» TASK ITEM:
State how many lines in the records below contain the word "symbols". Nothing else is needed.

» EXERCISE INPUTS:
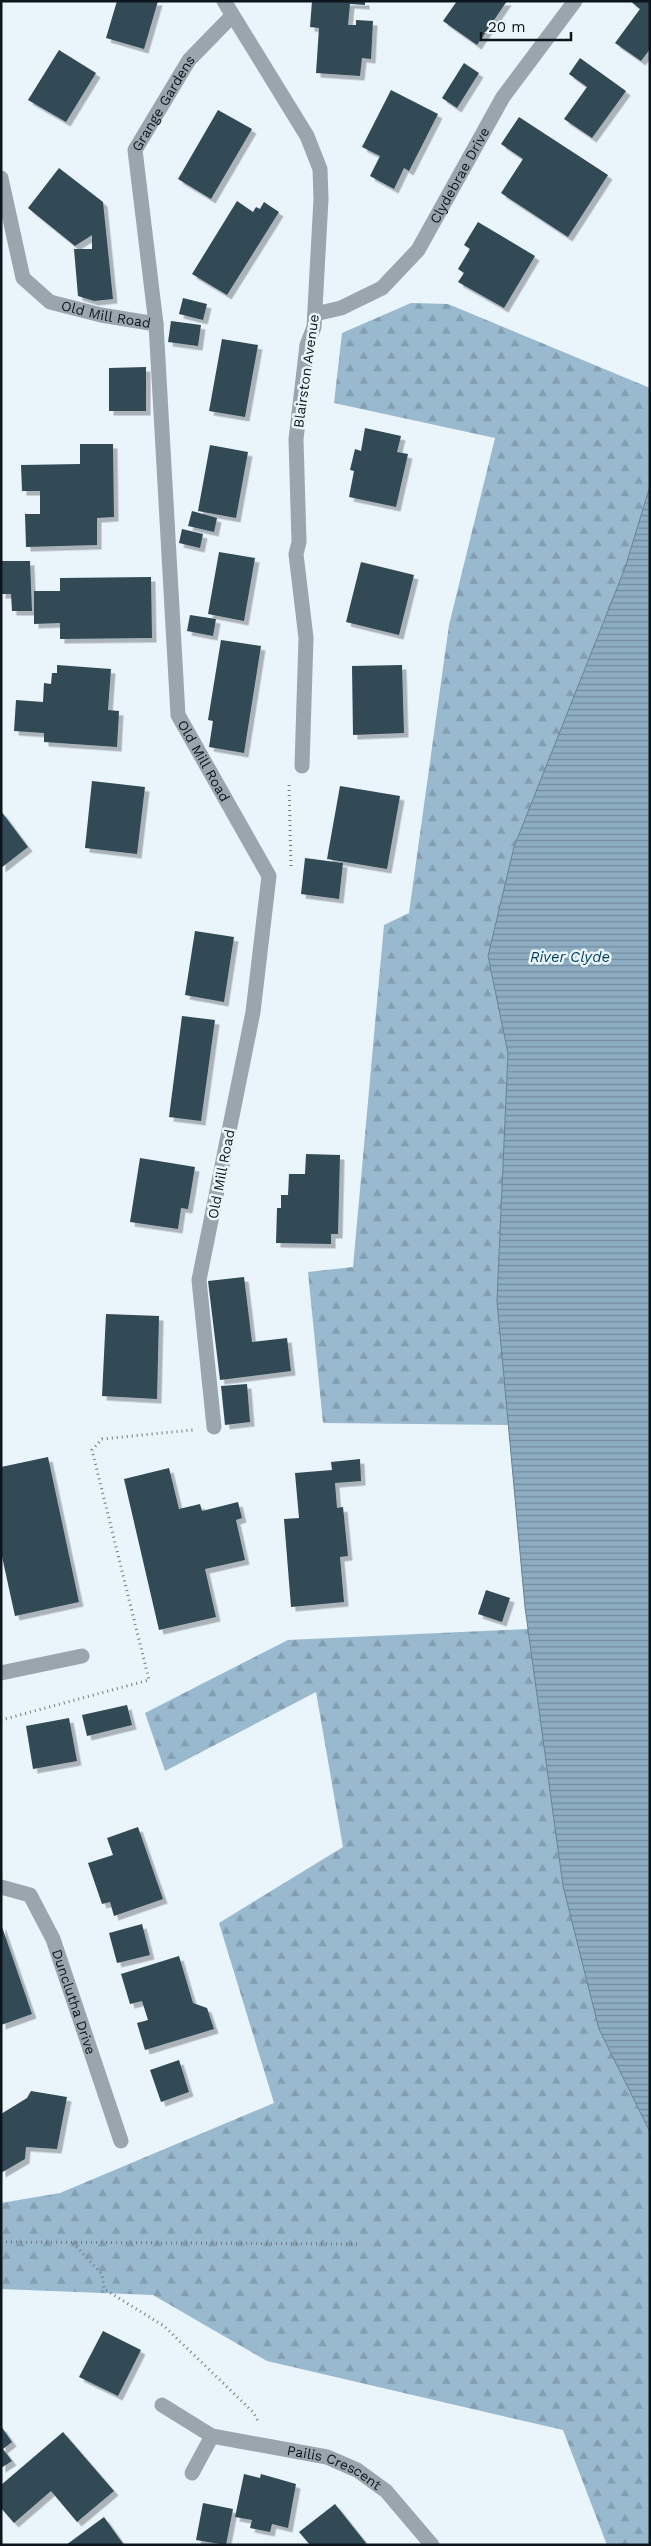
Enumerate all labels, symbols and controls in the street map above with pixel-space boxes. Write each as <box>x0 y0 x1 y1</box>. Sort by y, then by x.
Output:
scale bar <box>481 10 571 42</box>
text: 20 m <box>488 18 526 36</box>
street label: Grange Gardens <box>128 51 198 154</box>
street label: Clydebrae Drive <box>426 124 493 226</box>
street label: Old Mill Road <box>60 297 152 331</box>
street label: Blairston Avenue <box>290 313 322 429</box>
street label: Old Mill Road <box>174 717 233 804</box>
water label: River Clyde <box>530 948 610 966</box>
street label: Old Mill Road <box>204 1128 238 1220</box>
street label: Dunclutha Drive <box>49 1947 99 2056</box>
street label: Pailis Crescent <box>286 2442 385 2493</box>

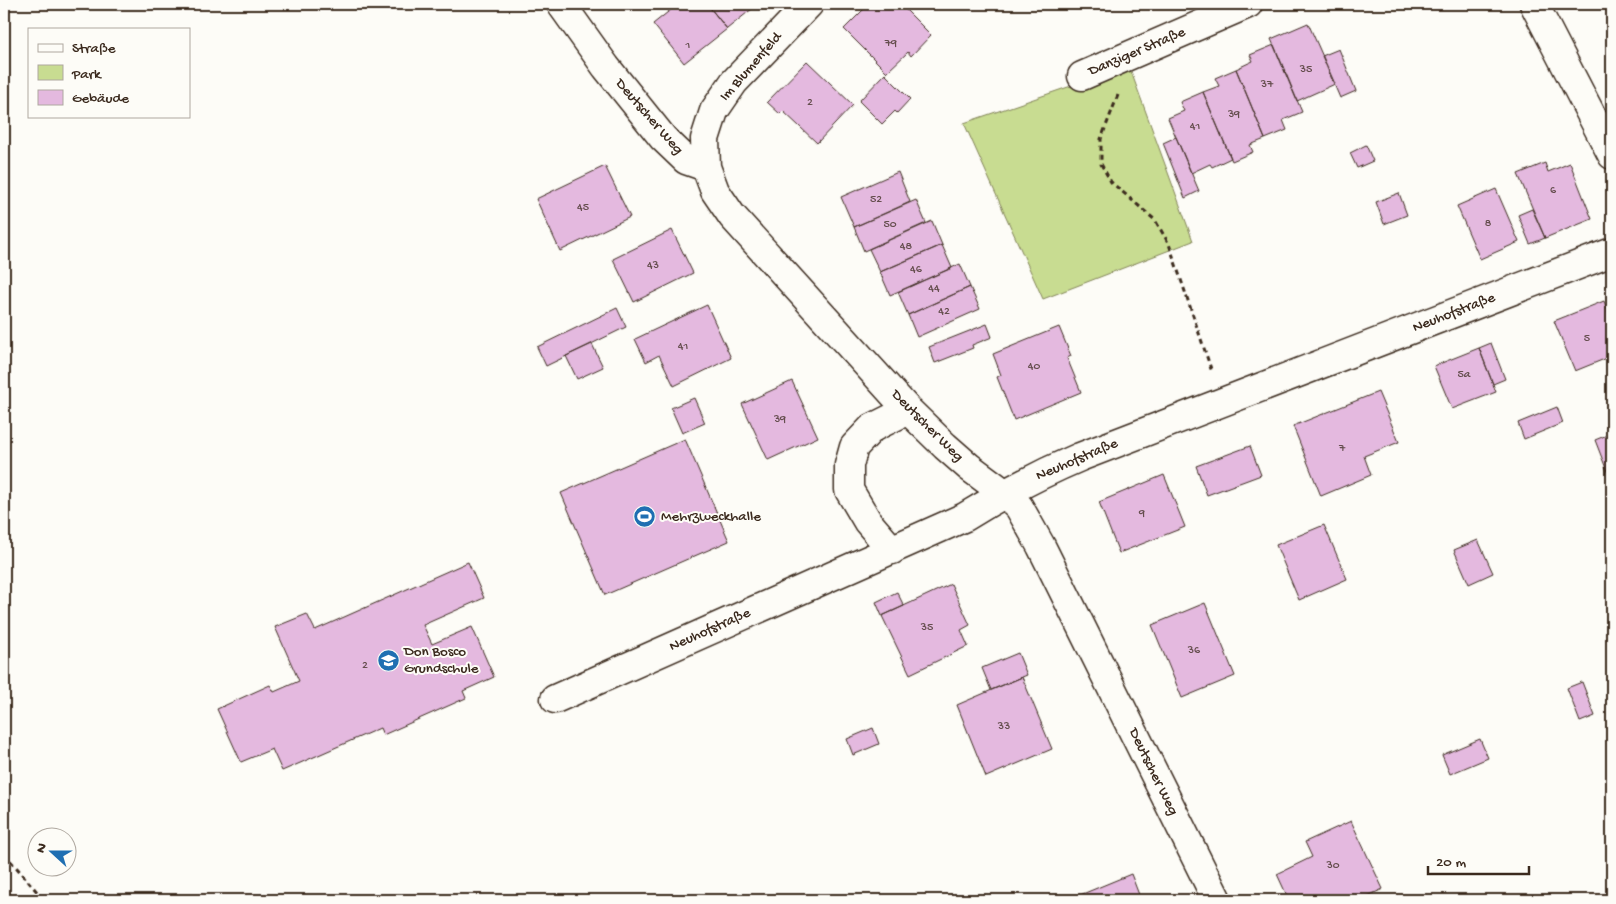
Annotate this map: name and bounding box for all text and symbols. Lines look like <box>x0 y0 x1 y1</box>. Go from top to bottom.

» OUTPUT BELOW:
2